Anything Goes Tour
- Promotional poster for the tour
- Associated album: Anything Goes
- Start date: January 15, 2015
- End date: October 17, 2015
- Legs: 1
- No. of shows: 48
- Box office: $27,860,442

Florida Georgia Line concert chronology
- Here's to the Good Times Tour (2013–14); Anything Goes Tour (2015); Dig Your Roots Tour (2016–17);

= Anything Goes Tour =

2015 concert tour by Florida Georgia Line

The Anything Goes Tour was the second headlining concert tour from American country music duo the Florida Georgia Line, in support of their studio album Anything Goes. It began on January 15, 2015, in Toledo, Ohio. Thomas Rhett and Frankie Ballard served as opening act. For Pollstar's Year End Top 200 North American Tours of 2015, it ranked thirty-first and grossed $29.5 million.

==Background==
On October 8, 2014, the duo appeared on the Today Show to announce the tour.
 Additional dates were announced in January 2015.

Their February 25, 2015, sold-out show at Madison Square Garden led Brian Kelley to thank fans, "We've waited a long time for this", "I've gotta give you guys props. You guys sold out Madison Square Garden on a Wednesday night."

==Concert synopsis==
The show began with the duo shooting straight up in the air from apparatuses at each ends of the stage, which had a sci-fi design.
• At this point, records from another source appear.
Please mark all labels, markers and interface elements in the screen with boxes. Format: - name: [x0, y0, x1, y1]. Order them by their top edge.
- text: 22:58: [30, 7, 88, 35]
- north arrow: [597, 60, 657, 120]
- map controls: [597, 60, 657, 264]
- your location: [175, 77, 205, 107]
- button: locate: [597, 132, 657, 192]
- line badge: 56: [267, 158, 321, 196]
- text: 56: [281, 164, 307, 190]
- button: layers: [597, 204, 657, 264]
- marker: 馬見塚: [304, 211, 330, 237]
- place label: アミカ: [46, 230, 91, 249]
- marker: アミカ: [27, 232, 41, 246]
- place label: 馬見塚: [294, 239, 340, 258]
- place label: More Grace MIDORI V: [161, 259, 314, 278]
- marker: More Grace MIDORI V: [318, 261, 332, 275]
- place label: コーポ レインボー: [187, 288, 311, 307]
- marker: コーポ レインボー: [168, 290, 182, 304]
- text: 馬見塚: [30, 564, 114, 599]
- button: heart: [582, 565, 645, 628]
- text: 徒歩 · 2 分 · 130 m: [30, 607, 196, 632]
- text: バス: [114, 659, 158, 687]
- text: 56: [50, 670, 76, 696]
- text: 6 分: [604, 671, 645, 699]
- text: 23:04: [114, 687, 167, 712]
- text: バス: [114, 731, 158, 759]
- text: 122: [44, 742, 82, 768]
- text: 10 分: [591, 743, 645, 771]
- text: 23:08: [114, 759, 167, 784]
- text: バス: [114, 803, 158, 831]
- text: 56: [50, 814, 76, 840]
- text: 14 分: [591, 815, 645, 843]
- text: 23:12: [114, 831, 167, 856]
Hubbard and Kelley kicked off the show with "Every Night" and "Smile", two non-singles from their current album, and ended the night with their smash hit "Cruise". "Good Good" and "Smoke", two more non-singles were used for the encore. During the show they went into an acoustic setup for "Dirt". Tyler Hubbard has said he thinks about his father in heaven when they sing that song, so towards the end of it, during the New York City show he called out, "From MSG to Heaven." Opening acts Thomas Rhett and Frankie joined Florida Georgia Line for "Party People". They sang medley of covers which included songs such as Meghan Trainor's "All About That Bass" and Garth Brooks's "Friends in Low Places".

==Opening acts==
- Thomas Rhett
- Frankie Ballard

==Setlist==

1. "Every Night"
2. "Smile"
3. "It'z Just What We Do"
4. "Round Here"
5. "Anything Goes"
6. "Get Your Shine On"
7. "Bumpin' the Night"
8. "Sippin' On Fire"
9. "Dayum Baby"
10. "Dirt"
11. "Like You Ain't Even Gone
12. "Stay" (Black Stone Cherry cover)
13. "This Is How We Roll"
14. "Sun Daze"
15. "Party People" (/Thomas Rhett & Frankie Ballard)
16. Covers medley: "All About That Bass"/"Forgot About Dre"/"We Dem Boyz"/"Treasure"/"Friends in Low Places"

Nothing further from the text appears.